I think more than a few people would start to want to write their own story about a whale.

And this is, in effect, how lots of programmers approach reading code: we don’t really grapple with what we’re reading. When we open a project repository, we’re faced with a daunting prospect: thousands (perhaps even tens or hundreds of thousands) lines of code scattered across dozens of source files. More often than not, we’re under time constraints: there’s a bug in this project that needs to be fixed, and the project maintainer is out, or we’ve stepped in to maintaining this full-time, etc.

So what do we do? Much like our whale-reading friend above, we skim. We look around haphazardly where the code starts: we breeze past nested loops, trust comments and function names (surely get_project_name gets the project name, right?) and kind of give a once-over to tangled bits of conditional logic that seem right. Eventually, we kind of have a dim idea of what’s going wrong, we write a test case, and patch some code until the bug is fixed and the tests pass.

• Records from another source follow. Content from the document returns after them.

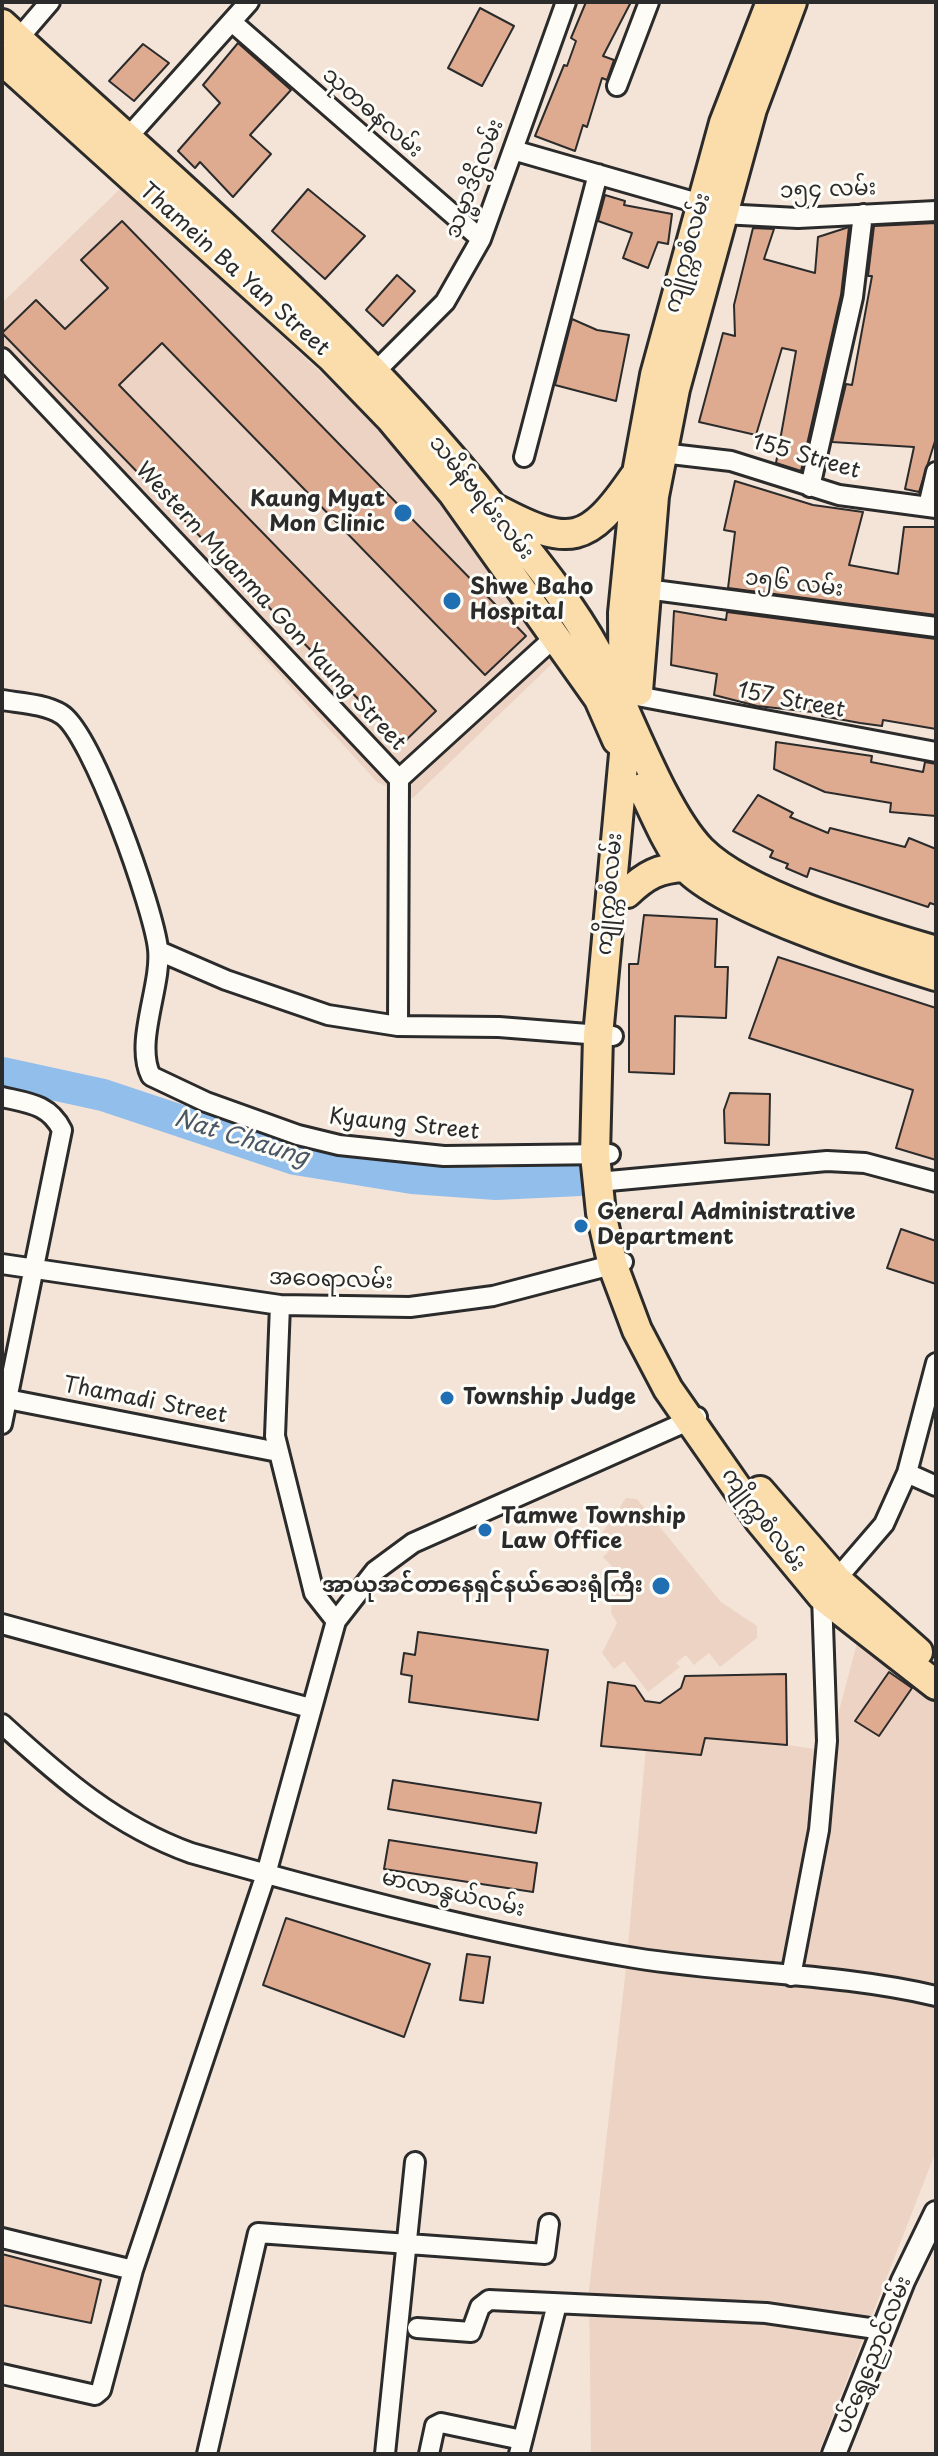 <!DOCTYPE html>
<meta charset="utf-8">
<style>
body{margin:0}
#map{position:relative;width:938px;height:2456px;overflow:hidden;background:#f4e4d8;font-family:"Playpen Sans",sans-serif}
canvas{display:block}
.frame{position:absolute;inset:0;border:4px solid #2b2b2b;pointer-events:none}
</style>
<div id="map">
<canvas width="938" height="2456"></canvas>
<div class="frame"></div>
</div>
<script>
const ctx = document.querySelector('canvas').getContext('2d');
ctx.lineJoin = 'round';
function fill(path, color) { ctx.fillStyle = color; ctx.fill(path, 'evenodd'); }
function stroke(path, color, width, dash) { ctx.strokeStyle = color; ctx.lineWidth = width; ctx.lineCap = dash ? 'butt' : 'round'; ctx.setLineDash(dash || []); ctx.stroke(path); }
function drawText(font, color, halo, rows, align = 'center') {
  ctx.font = font + ' "Playpen Sans","Noto Sans Myanmar",sans-serif'; ctx.lineWidth = 6; ctx.setLineDash([]); ctx.textBaseline = 'middle'; ctx.strokeStyle = halo; ctx.fillStyle = color; for (const [text, x, y, turn = 0] of rows) {
    ctx.save(); ctx.translate(x, y); ctx.rotate((+turn || 0) * Math.PI / 180); ctx.textAlign = isNaN(turn) ? turn : align; if (halo) ctx.strokeText(text, 0, 0); ctx.fillText(text, 0, 0); ctx.restore();
  }
}
fill(new Path2D(`
 M122,187L406,452L562,654L413,798L377,782L2,369V303Z
 M626,1498L637,1499L721,1602L757,1626V1638L720,1667L709,1653L694,1665L686,1655L676,1663L680,1667L648,1692L624,1661L614,1669L602,1653L617,1623L611,1613L615,1569L603,1557L614,1546L602,1533Z
 M859,1636L936,1692V2151L818,2454H591L589,2290L626,1968L648,1724L828,1751Z`), '#edd3c3');
stroke(new Path2D(`
 M2,1073L103,1095L295,1159L412,1178L496,1184L580,1180`), '#91beeb', 32);
const building = new Path2D(`
 M586,2H631L603,56L614,60L607,80L602,78L587,127L583,125L575,151L535,136L564,65L567,66L576,41L571,38Z
 M480,8L514,26L482,86L448,68Z
 M238,43L291,90L250,135L271,154L233,197L200,162L195,168L178,151L220,103L203,85Z
 M143,44L169,63L134,101L109,81Z
 M308,189L365,236L325,279L272,231Z
 M605,195L625,201L624,205L672,214L668,244L658,242L648,268L623,258L632,233L598,221Z
 M122,221L526,636L485,675L162,343L119,385L436,711L402,744L2,333L36,300L65,329L108,288L81,260Z
 M936,223V438L919,492L905,489L914,447L832,442L846,384L852,385L872,276H868L874,226Z
 M849,227L841,295L801,471L776,463L796,351L782,348L756,435L699,422L723,333L735,336L734,305L753,228L774,229L764,259L815,273L818,237Z
 M397,275L415,291L383,326L366,310Z
 M572,319L597,330L629,335L616,401L555,385Z
 M735,481L813,505L863,512L849,565L898,574L904,527H936V615L728,588L735,532L724,530Z
 M674,611L726,620L727,612L936,639V729L883,720L882,726L860,723L822,716V713L757,706L714,695L717,674L671,665Z
 M776,742L872,756L871,762L923,772L925,762L936,764V816L890,812L891,803L825,792L774,769Z
 M758,795L793,813L790,817L828,833L830,828L905,847L909,838L936,849V905L930,903L928,907L810,868L807,877L786,868L788,864L770,857L773,851L733,831Z
 M644,915L717,919L715,967H728L726,1018L675,1016L674,1074L629,1072V964H638Z
 M778,957L936,1008V1160L896,1148L913,1090L749,1038Z
 M730,1093L770,1094L769,1145L725,1143L724,1110Z
 M901,1229L936,1241V1284L887,1268Z
 M418,1632L548,1650L538,1720L409,1702L412,1676L401,1674L404,1653L415,1655Z
 M889,1672L912,1688L879,1736L855,1721Z
 M786,1674L787,1745L705,1738L701,1755L601,1746L608,1682L635,1686L645,1701L660,1703L681,1688L685,1676Z
 M393,1780L541,1803L536,1833L388,1809Z
 M389,1840L537,1863L533,1892L384,1869Z
 M286,1918L430,1964L404,2037L263,1985Z
 M467,1954L490,1957L483,2003L460,2000Z
 M2,2254L101,2280L91,2323L2,2305Z`);
fill(building, '#deab91');
stroke(building, '#2b2b2b', 2);
const minor = new Path2D(`
 M232,22L481,239
 M13,45L50,2
 M617,86L649,2
 M120,146L249,2
 M513,150L701,204
 M722,214L798,218L936,211
 M2,358L399,779L398,1026
 M368,379L445,302L481,239L566,2
 M662,453L731,461L839,495L936,508
 M524,457L598,174
 M810,487L853,297L863,214
 M928,506L936,472
 M646,589L936,627
 M637,696L936,752
 M2,700C20,703 45,704 61,714C92,732 154,910 158,949C162,986 134,1042 151,1076L206,1102L298,1135L339,1145L444,1156L610,1154
 M399,779L555,637
 M159,951L226,980L328,1015L398,1026L499,1027L613,1036
 M2,1097C28,1103 49,1104 62,1130L2,1424
 M598,1182L827,1161L865,1163L936,1182
 M2,1264L280,1305L410,1307L493,1296L623,1262
 M280,1305L275,1436L314,1593L336,1621
 M2,1398L278,1452
 M907,1473L936,1486
 M2,1624L310,1708
 M2,1724C61,1778 116,1826 191,1853C337,1894 486,1934 635,1958C735,1974 838,1973 936,1996
 M791,1976L819,1830L827,1741L822,1596L884,1524L907,1473L936,1363
 M2,2238L133,2270
 M417,2328L471,2332L480,2307L489,2300L766,2313L883,2330
 M2,2374L95,2395L101,2390L133,2270L266,1874L336,1621L375,1571L413,1543L697,1417
 M207,2454L258,2233L545,2254L549,2224
 M385,2454L415,2162
 M429,2454L435,2426L441,2423L522,2440
 M519,2454L557,2304`);
const tertiary = new Path2D(`
 M834,2454L903,2281L936,2213`);
const primary = new Path2D(`
 M771,2L724,123L655,375L637,473L623,613L624,754L598,1036L595,1155L601,1213L613,1266L637,1330L668,1389L760,1521L822,1596L936,1685
 M2,24C170,180 351,328 494,509C530,554 570,602 597,652C626,706 661,809 701,850C747,896 872,932 936,951
 M2,60L331,357L391,419L452,492L599,699L617,740
 M498,510C570,548 588,544 634,477
 M638,691L654,496L675,389L752,109L792,2
 M642,788C655,813 665,841 683,864C717,907 880,959 936,976
 M627,893C646,875 659,868 685,867
 M760,1491L837,1580L918,1652`);
stroke(minor, '#2b2b2b', 24);
stroke(tertiary, '#2b2b2b', 28);
stroke(primary, '#2b2b2b', 34);
stroke(minor, '#fdfcf7', 18);
stroke(tertiary, '#fdfcf7', 22);
stroke(primary, '#faddab', 28);
for (const [x, y, r, color] of [
 [403,513,10,"#1f6fb2"],
 [452,601,10,"#1f6fb2"],
 [581,1226,8,"#1f6fb2"],
 [447,1398,8,"#1f6fb2"],
 [485,1530,8,"#1f6fb2"],
 [661,1586,10,"#1f6fb2"]
]) { const dot = new Path2D(); dot.arc(x, y, r, 0, 2 * Math.PI); ctx.fillStyle = color; ctx.fill(dot); stroke(dot, '#fdfcf7', 3); }
drawText('22px', '#2b2b2b', '#fdfcf7', [
 ["သုတဓနလမ်း",372,113,41],
 ["သမ္မာဒိဌိလမ်း",475,179,-69],
 ["၁၅၄ လမ်း",828,190,-2],
 ["ကျိုက္ကစံလမ်း",688,253,-75],
 ["Thamein Ba Yan Street",234,270,42],
 ["155 Street",806,457,16],
 ["သမိန်ဗရမ်းလမ်း",481,498,51],
 ["၁၅၆ လမ်း",794,584,7],
 ["Western Myanma Gon Yaung Street",270,607,47],
 ["157 Street",791,701,11],
 ["ကျိုက္ကစံလမ်း",610,894,-85],
 ["Kyaung Street",404,1125,6],
 ["အဝေရာလမ်း",331,1280,2],
 ["Thamadi Street",145,1401,11],
 ["ကျိုက္ကစံလမ်း",763,1520,53],
 ["မာလာနွယ်လမ်း",453,1894,13],
 ["ပင်ရွှေညောင်လမ်း",874,2355,-68]
]);
drawText('bold 22px', '#2b2b2b', '#fdfcf7', [
 ["Kaung Myat",385,500,"right"],
 ["Mon Clinic",385,525,"right"],
 ["Shwe Baho",470,588],
 ["Hospital",470,613],
 ["General Administrative",597,1213],
 ["Department",597,1238],
 ["Township Judge",463,1398],
 ["Tamwe Township",501,1517],
 ["Law Office",501,1542],
 ["အာယုအင်တာနေရှင်နယ်ဆေးရုံကြီး",643,1586,"right"]
], 'left');
drawText('italic 24px', '#4a5765', '#fdfcf7', [
 ["Nat Chaung",241,1139,17]
]);
</script>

And this is even for well-written code: reading poorly written code can be even worse, and can slow down the process even more. When faced with something that’s really in-depth (like refactoring) that requires us to really read the code, well…

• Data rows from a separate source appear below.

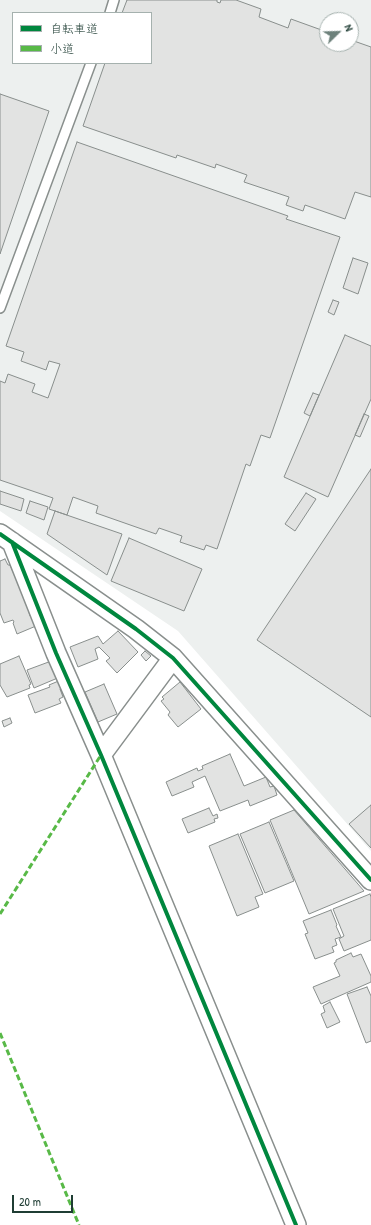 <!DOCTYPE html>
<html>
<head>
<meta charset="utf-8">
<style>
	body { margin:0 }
	#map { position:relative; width:371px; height:1225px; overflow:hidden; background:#fff; font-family:"Patrick Hand","Klee One",sans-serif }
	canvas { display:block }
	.legend { position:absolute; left:12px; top:12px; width:140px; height:52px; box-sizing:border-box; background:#fff; border:1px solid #a5b1ae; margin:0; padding:5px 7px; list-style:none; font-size:12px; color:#1f3d34 }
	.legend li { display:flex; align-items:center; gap:8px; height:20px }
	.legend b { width:20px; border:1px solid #a5b1ae }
	.north { position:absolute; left:319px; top:12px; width:40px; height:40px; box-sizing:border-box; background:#fff; border:1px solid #a5b1ae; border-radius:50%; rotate:67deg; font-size:11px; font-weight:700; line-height:16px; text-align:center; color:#1f3d34 }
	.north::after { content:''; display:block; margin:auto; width:14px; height:18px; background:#6d817b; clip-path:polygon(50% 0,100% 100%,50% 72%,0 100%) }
	.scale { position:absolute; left:12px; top:1195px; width:61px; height:18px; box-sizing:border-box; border:2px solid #1f3d34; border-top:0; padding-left:5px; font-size:12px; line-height:14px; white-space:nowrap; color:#1f3d34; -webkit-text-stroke:3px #fff; paint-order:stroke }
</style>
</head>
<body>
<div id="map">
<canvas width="371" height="1225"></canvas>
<ul class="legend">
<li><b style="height:5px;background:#00873e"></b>自転車道</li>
<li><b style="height:5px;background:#58b947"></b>小道</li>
</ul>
<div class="north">N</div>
<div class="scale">20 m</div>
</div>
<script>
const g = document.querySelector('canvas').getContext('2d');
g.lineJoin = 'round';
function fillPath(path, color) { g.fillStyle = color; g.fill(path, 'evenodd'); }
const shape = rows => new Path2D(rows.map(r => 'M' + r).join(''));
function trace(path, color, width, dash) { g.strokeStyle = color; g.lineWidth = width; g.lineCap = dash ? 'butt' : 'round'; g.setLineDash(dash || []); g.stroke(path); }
fillPath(shape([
	[0,0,371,0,371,851,178,631,0,511],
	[13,13,151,13,151,63,13,63],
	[327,20,351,20,351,44,327,44]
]), '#edf0ef');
const building = shape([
	[127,0,217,0,217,2,220,3,221,0,236,0,261,9,259,17,288,28,291,19,327,32,327,44,351,44,351,40,371,47,371,197,355,192,345,219,305,205,303,211,286,205,289,197,244,182,247,175,216,164,215,168,177,155,176,158,83,126,105,63,151,63,151,13,122,13,127,0],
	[0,94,49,111,0,254,0,94],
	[77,142,288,216,286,219,340,237,270,438,261,435,250,466,246,464,217,549,206,545,204,550,180,542,182,536,159,528,156,534,96,513,98,506,73,497,67,515,49,509,53,498,0,480,0,381,5,383,8,374,35,384,32,392,48,398,60,364,49,361,46,370,21,361,24,352,6,346,77,142],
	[353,258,368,263,358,294,343,288,353,258],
	[333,300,339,302,334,315,328,312,333,300],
	[345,335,371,346,371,399,328,497,284,477,345,335],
	[313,393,319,395,310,416,304,413,313,393],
	[364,414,369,416,360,437,355,435,364,414],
	[371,469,371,717,257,640,371,469],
	[0,491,24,499,21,511,0,504,0,491],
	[306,493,316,499,295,531,285,524,306,493],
	[30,501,48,507,44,520,26,513,30,501],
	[55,511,122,534,107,575,47,534,55,511],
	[129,538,202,569,184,611,111,581,129,538],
	[5,559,8,565,10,565,14,574,15,574,31,611,29,612,30,616,32,616,36,626,17,634,13,623,14,622,13,620,4,623,0,613,0,561,5,559],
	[118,631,138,652,117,673,106,661,110,658,99,647,95,649,98,659,78,667,70,647,98,636,103,644,118,631],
	[145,651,151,656,146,661,141,655,145,651],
	[19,656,31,684,29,685,30,688,7,697,0,685,0,664,19,656],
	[54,660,60,677,34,688,27,670,54,660],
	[61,680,64,687,60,689,63,697,59,699,61,703,35,713,28,695,50,687,49,685,61,680],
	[180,682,201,709,178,727,168,715,170,712,161,701,164,699,162,697,180,682],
	[104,684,117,714,98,722,85,692,104,684],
	[10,718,12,723,4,727,2,721,10,718],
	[230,754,244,786,266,777,270,787,274,786,277,795,250,806,248,800,220,811,205,776,192,782,194,787,172,796,166,782,197,768,198,771,203,769,202,766,230,754],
	[371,805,371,848,349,824,371,805],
	[209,808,213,816,217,814,218,818,214,819,215,822,188,833,182,819,209,808],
	[294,810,364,891,309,914,270,820,294,810],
	[269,822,294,881,265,893,240,834,269,822],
	[238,834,263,894,255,897,259,907,237,916,209,846,238,834],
	[370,894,371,897,371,940,344,951,339,939,344,936,333,909,370,894],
	[331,910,337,925,336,926,341,937,335,939,337,945,332,947,334,952,315,959,305,934,308,933,303,921,331,910],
	[351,953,353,957,361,954,371,976,371,982,321,1004,313,987,340,976,334,963,336,962,336,960,351,953],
	[367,987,371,996,371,1041,366,1043,347,994,367,987],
	[330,1002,340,1022,327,1028,321,1014,325,1012,323,1006,330,1002]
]);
fillPath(building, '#e2e3e2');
trace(building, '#898f8d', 1);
const service = shape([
	[110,13,114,0],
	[0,308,91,63]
]);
const minor = shape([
	[0,534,136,629,173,658,371,880],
	[12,542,56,653,101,755,296,1225],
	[101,755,173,658]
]);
trace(service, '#898f8d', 12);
trace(minor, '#898f8d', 22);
trace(service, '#fff', 9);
trace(minor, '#fff', 19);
trace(shape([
	[0,914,101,755],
	[0,1033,79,1225]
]), '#58b947', 3, [6, 3]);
trace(shape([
	[0,534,136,629,173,658,371,880],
	[12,542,56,653,101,755,296,1225]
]), '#00873e', 4);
</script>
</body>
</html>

Writing a new story about a whale sounds a whole lot better.

And I think this is because a lot of emphasis is placed on code writing, but not necessarily code reading. Before I set about writing this article, I gave a couple of cursory searches on the subject; outside of a few articles (and an interesting book I think I might have to pick up) there’s not a ton of material on reading code. There is, however, a ton of material on writing code: orders of magnitude more than on reading code, and I think this leads us to having a much broader toolset for writing code than we do for reading code.

Because, much like deep reading above, reading code requires its own set of skills and tools. Learning to write code gives us the bare minimum to read code, and a lot of best practices and methodologies that are useful in writing code are also useful for reading code, in a limited fashion. More than that we glean from repeated practice: we are forced, as developers, to relearn code reading practices through repeated, frustrated attempts at reading other complex code.

I’ve had the good fortune to work with some really good code readers, and I think I’ve gotten much better in the past couple of years. But this is because they took the time (and had the time) to teach me, and show me ways of thinking about code exploration: it’s like being inducted into a Masonic order where the only transmission of knowledge is from master to apprentice, with internal wikis to guide you, which really limits the scalability of the whole enterprise.

Is it any wonder, then, that given the emphasis on writing code and not reading it that developers often choose to re-write existing code rather than read it?

For code readers, we need to start documenting how we do it: best practices, methodologies, ways of looking at and diagramming program flow and source code structure that make it easier and faster for developers, new and old, to break into unfamiliar codebases. We can’t rely on code always being clean, well-written, and documented: Reading code is reading code, not reading the comments around it or the API interface that’s documented for it.

And for developers who struggle with code reading, well… take heart. Keep practicing. It’s exhaustive, frustrating, and painful, but every day you really take the time to read some code is a day you get slightly better at it. Instead of writing a new story about a whale, maybe get familiar with one that already exists.